Exercise inputs =>
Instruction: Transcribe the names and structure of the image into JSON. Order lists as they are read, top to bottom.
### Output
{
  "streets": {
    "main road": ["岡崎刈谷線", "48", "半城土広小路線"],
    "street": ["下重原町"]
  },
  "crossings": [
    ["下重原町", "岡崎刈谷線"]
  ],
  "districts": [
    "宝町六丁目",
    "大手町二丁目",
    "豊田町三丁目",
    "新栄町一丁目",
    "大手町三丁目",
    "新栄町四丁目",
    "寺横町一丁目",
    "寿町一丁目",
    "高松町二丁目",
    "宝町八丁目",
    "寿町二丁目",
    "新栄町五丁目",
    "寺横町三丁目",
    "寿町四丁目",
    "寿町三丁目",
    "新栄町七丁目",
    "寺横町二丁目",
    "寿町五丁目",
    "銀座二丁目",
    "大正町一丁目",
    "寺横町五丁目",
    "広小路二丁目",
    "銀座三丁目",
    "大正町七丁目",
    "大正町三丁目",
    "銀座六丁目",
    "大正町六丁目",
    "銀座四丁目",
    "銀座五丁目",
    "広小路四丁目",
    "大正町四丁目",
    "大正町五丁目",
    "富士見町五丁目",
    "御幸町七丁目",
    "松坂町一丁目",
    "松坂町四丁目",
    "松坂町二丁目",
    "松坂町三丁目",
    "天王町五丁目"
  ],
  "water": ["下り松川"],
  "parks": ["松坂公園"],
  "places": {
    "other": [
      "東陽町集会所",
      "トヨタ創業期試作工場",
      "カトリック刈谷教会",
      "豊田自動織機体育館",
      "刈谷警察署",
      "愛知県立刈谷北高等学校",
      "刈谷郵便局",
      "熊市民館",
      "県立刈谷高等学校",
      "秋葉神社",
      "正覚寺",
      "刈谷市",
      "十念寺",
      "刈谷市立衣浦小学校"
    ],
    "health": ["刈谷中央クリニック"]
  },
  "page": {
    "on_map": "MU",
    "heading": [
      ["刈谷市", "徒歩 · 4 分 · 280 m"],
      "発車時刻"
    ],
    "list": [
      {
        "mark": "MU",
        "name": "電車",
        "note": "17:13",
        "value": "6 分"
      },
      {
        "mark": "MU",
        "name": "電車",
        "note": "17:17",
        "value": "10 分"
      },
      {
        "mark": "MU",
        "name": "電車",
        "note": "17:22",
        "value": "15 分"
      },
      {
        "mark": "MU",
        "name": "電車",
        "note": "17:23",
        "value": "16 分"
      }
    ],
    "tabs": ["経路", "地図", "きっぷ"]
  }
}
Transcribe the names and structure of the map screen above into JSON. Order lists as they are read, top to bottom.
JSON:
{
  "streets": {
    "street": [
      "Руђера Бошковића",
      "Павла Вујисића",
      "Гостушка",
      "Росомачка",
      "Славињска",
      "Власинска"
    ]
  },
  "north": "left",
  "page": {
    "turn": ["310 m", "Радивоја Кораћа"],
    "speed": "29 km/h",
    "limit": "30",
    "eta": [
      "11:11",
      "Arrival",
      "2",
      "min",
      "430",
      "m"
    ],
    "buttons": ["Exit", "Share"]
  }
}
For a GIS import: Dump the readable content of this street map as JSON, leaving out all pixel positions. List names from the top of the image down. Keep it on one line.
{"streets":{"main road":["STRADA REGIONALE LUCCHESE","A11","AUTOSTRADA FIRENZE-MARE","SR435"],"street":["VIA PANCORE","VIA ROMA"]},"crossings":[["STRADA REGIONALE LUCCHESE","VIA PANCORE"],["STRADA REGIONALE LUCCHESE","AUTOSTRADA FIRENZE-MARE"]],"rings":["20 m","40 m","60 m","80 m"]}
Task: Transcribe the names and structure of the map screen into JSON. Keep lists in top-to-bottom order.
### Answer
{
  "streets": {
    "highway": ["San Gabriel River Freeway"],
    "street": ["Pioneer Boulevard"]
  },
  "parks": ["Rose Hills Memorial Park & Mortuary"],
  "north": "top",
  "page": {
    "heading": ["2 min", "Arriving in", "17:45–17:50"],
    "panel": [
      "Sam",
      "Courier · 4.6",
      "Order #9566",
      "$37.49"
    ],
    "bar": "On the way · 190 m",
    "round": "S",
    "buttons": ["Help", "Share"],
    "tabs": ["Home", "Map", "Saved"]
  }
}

Your assignment => How many lines of the listing above hold the string "岡崎刈谷線"? Answer with the number alone.

Solution to the problem => 2